Thereupon, a re-computation shall be made of the effect of such rights or
options or other Convertible Securities on the basis of:
(A) treating
the number of shares of Common Stock or other property, if any, theretofore
actually issued or issuable pursuant to the previous exercise of any such
warrants or rights or any such right of conversion or exchange, as having been
issued on the date or dates of any such exercise and for the consideration
actually received and receivable therefor, and
(B) treating
any such warrants or rights or any such other Convertible Securities which
then
remain outstanding as having been granted or issued immediately after the time
of such increase of the consideration per share for which shares of Common
Stock
or other property are issuable under such warrants or rights or other
convertible Securities; whereupon a new adjustment of the number of shares
of
Common Stock for which this Warrant is exercisable and the Warrant Exercise
Price(s) shall be made, which new adjustment shall supersede the previous
adjustment so rescinded and annulled.
(g) No
adjustment in the Warrant Exercise Price shall be required unless such
adjustment would require an increase or decrease of at least one cent ($0.01)
in
such price; provided, however, that any adjustments which by reason of this
Section 6(g) are not required to be made shall be carried forward and taken
into
account in any subsequent adjustment. All calculations under this Section 6(g)

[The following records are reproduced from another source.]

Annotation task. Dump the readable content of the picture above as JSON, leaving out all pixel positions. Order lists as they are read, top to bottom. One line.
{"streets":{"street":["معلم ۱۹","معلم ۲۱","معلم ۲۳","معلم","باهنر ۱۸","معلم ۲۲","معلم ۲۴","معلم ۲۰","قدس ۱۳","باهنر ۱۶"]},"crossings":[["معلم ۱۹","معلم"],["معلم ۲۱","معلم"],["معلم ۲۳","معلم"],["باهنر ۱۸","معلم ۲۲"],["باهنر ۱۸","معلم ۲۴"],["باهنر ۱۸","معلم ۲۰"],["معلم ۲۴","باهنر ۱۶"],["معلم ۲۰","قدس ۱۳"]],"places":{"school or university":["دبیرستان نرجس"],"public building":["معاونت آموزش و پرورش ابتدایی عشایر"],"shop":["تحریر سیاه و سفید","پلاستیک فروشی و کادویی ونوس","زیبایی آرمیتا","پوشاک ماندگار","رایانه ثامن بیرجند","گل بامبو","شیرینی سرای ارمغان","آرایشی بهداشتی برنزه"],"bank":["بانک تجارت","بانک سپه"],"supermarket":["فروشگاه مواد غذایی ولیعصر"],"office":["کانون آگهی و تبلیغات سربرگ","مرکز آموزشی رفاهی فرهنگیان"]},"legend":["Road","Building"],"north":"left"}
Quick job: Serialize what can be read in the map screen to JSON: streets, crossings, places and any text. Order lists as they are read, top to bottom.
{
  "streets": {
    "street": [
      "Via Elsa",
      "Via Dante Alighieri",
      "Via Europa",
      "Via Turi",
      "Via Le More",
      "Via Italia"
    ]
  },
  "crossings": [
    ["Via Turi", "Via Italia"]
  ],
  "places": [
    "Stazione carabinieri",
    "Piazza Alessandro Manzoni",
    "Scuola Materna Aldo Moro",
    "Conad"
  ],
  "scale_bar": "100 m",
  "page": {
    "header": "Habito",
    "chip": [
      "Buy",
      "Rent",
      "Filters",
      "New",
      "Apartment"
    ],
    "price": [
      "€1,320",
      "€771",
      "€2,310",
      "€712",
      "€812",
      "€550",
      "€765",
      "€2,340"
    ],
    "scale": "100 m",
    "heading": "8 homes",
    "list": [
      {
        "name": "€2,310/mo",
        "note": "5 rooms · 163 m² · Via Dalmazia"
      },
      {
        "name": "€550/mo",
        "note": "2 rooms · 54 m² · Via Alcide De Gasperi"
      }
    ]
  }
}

shall be made to the nearest cent or to the nearest one-hundredth of a share,
as
the case may be.
8
(h) The
Company may retain a firm of independent public accountants of recognized
standing selected by the Board (who may be the regular accountants employed
by
the Company) to make any computation required by this Section 6.
(i) In
the
event that at any time, as a result of an adjustment made pursuant to Section
6(a), (b) or (c) of this Warrant, the Holder of any Warrant thereafter shall
become entitled to receive any shares of the Company, other than Common Stock,
thereafter the number of such other shares so receivable upon exercise of any
Warrant shall be subject to adjustment from time to time in a manner and on
terms as nearly equivalent as practicable to the provisions with respect to
the
Common Stock contained in Sections 6(a) through (h), inclusive, of this
Warrant.
(j) Notwithstanding
the foregoing, no adjustment shall be effected due to, or as a result of, any
Permitted Issuances except for Common Stock issued pursuant to a stock split
or
subdivision.
(k) Other
Action Affecting Common Stock.
In case
at any time or from time to time the Company shall take any action in respect
of
its Common Stock, other than any action described in this Section 6, then,
unless such action will not have a materially adverse effect upon the rights
of
the Holders, the number of shares of Common Stock or other stock for which
this
Warrant is exercisable and/or the purchase price thereof shall be adjusted
in
such manner as may be equitable in the circumstances.
7. REDEMPTION
OF WARRANT.
If
at
anytime during the Exercise Period the Common Stock trades at or above $4.00
per
share (subject to adjustment for forward and reverse stock splits,
recapitalizations, stock dividends and the like) (the "Threshold
Price")
during
10 consecutive Trading Days (the "Measurement
Period"),
then
the Company may, upon 30 days prior written notice “Redemption
Notice”),
call
for redemption (“Call”)
of all
but not less than all of the Warrants then outstanding provided that the Common
Stock has traded an
average of 100,000 shares per day during the Measurement Period (“Threshold
Volume”).
If the
conditions set forth below for such Call are satisfied from the period from
the
date of the Redemption Notice through and including the Redemption Date (as
defined below), then this Warrant for which a Notice of Exercise shall not
have
been received by the Redemption Date will be cancelled
at 5:00 p.m. (New York City time) on the 30th day after the date the Call Notice
is placed in the United States mail (by first class mail) (such date, the
"Redemption
Date").
In
furtherance thereof, the Company covenants and agrees that it will honor all
Notices of Exercise with respect to Warrant Shares subject to a Redemption
Notice that are tendered prior to 5:00 p.m. (New York City time) on the
Redemption Date. Notwithstanding anything to the contrary set forth in this
Warrant, the Company may not deliver a Redemption Notice or require the
cancellation of this Warrant (and any Redemption Notice will be void), unless,
from the beginning of the 10th consecutive Trading Day used to determine whether
the Common Stock has achieved the Threshold Price through the Redemption Date,
the Company has effective under the Securities Act of 1933, as amended, a
registration statement providing for the resale of the Warrant Shares and the
prospectus thereunder available for use by the Holders for the resale of all
such Warrant Shares.
9
8. PIGGYBACK
REGISTRATION RIGHTS.
(a)
Grant
of Right.
the
Holder shall have the right during the Exercise Period to include the Warrant
Shares as part of any other registration of securities filed by the Company
(other than in connection with a transaction contemplated by Rule 145(a)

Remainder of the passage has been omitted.